昭和の日(4月29日)に、藤沢の聖園女学院で司祭叙階式がありました。新司祭・宮内毅(たけし)師の伯父にあたる宮内薫師(東京教区司祭)をはじめ百名ほどの司祭団による盛大な式でした。横浜教区長・梅村司教様は説教の中で、叙階式の中の「あなたの中でよい業をお始めになった神がそれを完成させてくださいますように」という祈りを取り上げられ、“どちらかといえば不器用で生真面目な”新司祭がその弱さの面をも武器にして神様のよき協力者となるようにと、勧められました。

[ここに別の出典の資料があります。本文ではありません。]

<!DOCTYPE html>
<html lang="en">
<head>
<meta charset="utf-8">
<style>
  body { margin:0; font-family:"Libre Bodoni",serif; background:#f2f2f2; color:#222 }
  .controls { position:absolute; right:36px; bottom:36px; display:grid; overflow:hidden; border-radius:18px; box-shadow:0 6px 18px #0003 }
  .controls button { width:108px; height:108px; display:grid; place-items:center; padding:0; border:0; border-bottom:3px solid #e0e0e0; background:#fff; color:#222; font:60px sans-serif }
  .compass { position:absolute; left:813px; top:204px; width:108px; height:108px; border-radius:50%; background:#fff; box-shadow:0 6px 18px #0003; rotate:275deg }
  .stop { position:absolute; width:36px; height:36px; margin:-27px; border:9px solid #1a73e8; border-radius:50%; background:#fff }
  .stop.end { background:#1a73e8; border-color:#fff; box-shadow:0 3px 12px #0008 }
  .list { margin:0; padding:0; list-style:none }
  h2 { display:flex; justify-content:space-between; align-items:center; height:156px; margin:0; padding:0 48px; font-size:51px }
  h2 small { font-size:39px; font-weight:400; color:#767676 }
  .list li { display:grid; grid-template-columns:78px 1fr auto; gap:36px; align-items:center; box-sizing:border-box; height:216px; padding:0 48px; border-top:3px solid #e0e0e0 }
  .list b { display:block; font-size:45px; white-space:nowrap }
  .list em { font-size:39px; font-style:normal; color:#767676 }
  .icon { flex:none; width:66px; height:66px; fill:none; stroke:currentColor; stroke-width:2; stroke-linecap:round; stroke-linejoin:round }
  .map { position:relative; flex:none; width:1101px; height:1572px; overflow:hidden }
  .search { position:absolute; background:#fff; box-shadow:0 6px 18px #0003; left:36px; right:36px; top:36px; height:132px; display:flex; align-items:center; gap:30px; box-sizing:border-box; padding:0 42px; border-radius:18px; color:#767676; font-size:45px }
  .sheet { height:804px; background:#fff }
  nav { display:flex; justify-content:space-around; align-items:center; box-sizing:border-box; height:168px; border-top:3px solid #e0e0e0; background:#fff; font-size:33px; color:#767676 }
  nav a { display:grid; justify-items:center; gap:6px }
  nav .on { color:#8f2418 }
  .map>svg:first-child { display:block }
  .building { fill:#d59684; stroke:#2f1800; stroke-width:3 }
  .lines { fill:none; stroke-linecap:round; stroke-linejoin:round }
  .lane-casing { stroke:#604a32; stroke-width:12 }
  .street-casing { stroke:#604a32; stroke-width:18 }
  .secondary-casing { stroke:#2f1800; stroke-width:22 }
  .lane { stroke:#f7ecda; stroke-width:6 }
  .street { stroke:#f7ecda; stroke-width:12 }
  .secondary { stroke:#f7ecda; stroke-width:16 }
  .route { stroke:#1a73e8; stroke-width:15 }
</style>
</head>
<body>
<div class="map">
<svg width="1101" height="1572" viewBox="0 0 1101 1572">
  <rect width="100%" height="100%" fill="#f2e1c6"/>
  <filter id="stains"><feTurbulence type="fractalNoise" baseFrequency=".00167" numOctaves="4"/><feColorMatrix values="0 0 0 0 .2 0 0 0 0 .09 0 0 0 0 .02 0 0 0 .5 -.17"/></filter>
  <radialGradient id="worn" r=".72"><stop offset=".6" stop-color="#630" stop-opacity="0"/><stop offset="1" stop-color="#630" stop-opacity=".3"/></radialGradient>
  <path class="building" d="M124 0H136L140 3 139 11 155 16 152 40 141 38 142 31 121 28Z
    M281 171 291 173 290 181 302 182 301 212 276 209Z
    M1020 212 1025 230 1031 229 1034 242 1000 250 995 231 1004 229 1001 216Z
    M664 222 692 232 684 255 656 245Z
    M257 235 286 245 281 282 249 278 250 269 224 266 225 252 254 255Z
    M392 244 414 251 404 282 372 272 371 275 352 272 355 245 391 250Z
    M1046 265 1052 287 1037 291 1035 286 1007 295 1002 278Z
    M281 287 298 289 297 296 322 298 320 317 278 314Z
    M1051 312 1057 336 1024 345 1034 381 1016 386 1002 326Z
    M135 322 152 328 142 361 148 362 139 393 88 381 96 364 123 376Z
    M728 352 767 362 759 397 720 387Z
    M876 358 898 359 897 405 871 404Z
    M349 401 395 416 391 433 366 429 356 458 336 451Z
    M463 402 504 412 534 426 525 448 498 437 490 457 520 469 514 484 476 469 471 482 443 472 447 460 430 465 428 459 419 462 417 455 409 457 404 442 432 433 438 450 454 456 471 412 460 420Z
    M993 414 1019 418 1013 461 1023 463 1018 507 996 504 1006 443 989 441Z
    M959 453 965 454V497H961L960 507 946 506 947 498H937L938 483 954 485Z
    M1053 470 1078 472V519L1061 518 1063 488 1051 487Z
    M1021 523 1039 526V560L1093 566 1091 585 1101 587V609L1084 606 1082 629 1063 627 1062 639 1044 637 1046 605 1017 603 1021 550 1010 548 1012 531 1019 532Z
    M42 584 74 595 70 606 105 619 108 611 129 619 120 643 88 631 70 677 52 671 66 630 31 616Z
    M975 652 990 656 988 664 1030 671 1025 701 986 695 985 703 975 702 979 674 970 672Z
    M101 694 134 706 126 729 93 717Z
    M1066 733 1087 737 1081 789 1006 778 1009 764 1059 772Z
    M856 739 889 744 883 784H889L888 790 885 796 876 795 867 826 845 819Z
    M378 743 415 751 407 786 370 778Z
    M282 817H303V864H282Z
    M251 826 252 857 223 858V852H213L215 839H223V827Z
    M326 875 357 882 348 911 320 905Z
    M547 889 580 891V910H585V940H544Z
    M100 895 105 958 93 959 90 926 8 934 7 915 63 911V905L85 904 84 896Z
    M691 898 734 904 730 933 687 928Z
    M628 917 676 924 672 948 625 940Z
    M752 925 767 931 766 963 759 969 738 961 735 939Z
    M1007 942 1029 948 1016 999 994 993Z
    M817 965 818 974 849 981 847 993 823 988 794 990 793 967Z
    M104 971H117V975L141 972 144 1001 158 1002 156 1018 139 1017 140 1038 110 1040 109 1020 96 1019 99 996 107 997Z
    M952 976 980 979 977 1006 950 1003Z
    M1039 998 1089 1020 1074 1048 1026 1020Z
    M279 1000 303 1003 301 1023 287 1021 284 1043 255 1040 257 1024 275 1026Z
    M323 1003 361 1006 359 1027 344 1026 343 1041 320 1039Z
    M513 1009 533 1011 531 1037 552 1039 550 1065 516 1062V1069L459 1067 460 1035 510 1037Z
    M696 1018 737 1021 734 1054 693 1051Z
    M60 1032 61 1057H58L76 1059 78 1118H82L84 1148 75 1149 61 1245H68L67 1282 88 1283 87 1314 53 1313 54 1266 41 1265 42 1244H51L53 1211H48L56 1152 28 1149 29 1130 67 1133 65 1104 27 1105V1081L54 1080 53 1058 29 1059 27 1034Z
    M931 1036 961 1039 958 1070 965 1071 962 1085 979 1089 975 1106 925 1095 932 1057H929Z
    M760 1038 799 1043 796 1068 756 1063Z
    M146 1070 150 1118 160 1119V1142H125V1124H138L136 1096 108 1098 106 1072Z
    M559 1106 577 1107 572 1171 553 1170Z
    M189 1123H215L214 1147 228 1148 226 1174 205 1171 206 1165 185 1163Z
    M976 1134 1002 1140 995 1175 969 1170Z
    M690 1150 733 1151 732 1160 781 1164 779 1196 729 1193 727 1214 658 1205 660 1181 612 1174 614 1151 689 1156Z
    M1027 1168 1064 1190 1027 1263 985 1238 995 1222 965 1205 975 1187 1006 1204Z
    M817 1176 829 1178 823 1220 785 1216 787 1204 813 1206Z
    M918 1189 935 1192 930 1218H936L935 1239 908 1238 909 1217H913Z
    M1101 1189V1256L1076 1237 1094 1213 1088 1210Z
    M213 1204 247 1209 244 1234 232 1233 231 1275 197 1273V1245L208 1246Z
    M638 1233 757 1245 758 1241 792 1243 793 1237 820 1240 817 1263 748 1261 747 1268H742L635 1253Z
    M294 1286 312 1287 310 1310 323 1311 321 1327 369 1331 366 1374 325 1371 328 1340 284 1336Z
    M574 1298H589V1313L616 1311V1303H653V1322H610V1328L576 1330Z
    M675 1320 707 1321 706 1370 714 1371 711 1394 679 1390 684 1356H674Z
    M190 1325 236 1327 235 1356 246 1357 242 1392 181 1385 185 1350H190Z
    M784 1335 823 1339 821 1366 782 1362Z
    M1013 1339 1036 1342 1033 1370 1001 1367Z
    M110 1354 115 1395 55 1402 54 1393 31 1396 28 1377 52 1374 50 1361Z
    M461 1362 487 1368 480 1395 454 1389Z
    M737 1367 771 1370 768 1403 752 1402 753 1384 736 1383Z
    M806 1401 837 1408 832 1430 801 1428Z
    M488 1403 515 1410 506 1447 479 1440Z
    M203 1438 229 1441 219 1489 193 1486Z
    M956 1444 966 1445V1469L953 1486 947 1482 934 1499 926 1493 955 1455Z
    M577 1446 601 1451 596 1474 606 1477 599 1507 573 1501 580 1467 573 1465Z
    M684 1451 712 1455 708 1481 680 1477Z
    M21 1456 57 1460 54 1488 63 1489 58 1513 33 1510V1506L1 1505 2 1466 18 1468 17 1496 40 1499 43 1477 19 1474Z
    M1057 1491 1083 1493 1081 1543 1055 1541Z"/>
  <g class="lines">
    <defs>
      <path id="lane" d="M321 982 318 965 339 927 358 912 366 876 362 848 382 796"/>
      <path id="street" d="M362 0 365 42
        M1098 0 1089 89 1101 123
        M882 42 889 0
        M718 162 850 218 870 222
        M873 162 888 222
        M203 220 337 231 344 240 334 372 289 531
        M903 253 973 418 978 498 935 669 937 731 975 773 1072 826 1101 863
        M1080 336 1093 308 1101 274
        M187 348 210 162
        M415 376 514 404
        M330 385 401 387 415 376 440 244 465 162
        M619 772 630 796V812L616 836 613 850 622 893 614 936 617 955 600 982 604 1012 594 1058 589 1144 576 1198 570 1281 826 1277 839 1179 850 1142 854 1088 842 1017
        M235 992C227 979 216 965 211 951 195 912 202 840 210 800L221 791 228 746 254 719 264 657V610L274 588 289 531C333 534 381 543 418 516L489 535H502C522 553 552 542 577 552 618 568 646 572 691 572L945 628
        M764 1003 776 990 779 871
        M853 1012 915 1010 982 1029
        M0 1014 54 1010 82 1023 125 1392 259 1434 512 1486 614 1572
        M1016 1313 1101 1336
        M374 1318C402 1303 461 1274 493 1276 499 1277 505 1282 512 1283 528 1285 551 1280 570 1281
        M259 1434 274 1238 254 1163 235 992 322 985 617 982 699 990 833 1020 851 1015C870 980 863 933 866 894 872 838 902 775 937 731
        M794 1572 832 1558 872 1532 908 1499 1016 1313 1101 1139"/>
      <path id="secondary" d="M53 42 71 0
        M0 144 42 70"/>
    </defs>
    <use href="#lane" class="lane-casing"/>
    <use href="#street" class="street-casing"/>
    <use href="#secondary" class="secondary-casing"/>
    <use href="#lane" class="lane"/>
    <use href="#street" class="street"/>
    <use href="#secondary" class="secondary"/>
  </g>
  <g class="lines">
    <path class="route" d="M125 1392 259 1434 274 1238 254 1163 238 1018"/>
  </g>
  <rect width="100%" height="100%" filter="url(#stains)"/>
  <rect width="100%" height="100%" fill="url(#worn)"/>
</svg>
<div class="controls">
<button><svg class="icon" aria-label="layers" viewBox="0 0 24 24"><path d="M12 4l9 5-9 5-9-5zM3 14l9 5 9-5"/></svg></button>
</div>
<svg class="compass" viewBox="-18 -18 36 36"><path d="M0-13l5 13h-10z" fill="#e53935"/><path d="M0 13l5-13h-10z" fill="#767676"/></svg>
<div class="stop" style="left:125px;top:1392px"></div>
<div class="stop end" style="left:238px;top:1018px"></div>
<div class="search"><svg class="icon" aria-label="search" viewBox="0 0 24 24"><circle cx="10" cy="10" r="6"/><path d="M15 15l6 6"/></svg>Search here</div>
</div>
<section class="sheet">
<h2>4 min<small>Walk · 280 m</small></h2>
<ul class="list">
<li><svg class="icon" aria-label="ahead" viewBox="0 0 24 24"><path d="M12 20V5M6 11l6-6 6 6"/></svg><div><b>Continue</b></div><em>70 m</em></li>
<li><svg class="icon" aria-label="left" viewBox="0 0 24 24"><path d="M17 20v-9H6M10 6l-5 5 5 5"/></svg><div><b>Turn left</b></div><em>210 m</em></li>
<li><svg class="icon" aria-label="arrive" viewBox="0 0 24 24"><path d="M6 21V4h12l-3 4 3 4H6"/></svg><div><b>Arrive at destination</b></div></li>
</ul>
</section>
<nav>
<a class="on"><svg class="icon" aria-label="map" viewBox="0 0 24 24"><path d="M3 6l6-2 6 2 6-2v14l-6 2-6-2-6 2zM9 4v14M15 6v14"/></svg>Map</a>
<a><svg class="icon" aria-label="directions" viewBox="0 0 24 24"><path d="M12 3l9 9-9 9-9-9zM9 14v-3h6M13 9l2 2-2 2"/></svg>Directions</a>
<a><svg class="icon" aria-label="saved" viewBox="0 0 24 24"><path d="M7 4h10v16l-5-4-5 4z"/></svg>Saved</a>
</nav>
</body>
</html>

最近、大貫 隆著『聖書の読み方』(岩波新書)が出ました。著者は勤務する自由学園最高学府や聖心女子大の学生たちに<聖書を読もうとして、もっとも戸惑ったことは何ですか。タブーは一切なしで、自由に書いてください>という設問のアンケートをしたそうです。
その結果をもとに著者は、なぜ聖書はそこまで読みづらいのか? その理由を3つ挙げています。そのうちの一つが、「聖書では原則としていつも、神を主語として話が進むことである」とありました。当然のことながら、聖書のどの文書の語り手も、自分を主語にして自分の経験について語ろうとはせず、あくまでも神、あるいは神の子イエス・キリストを主語として語るわけです。
“私が” “私が”という私の思いや感情、私の好き嫌いや打算が行動の基準となっている社会の中で、神様がお始めになった業が実現するようにと念じ、協力していく生き方は難しいことです。
5月は聖母月、そして今日は母の日です。天の母聖母マリアこそ“Fiat 神様の望みどおりになりますように”という言葉をもって、ご自分の中で神様の望みが実現するようにという生き様を示してくださった方です。
聖母の模範にならって、神様が私に、私の家庭や教会に何を望んでおられるのか、何をお始めになっておられるのかを識別し、協力していく心構えを祈り求めたいものです。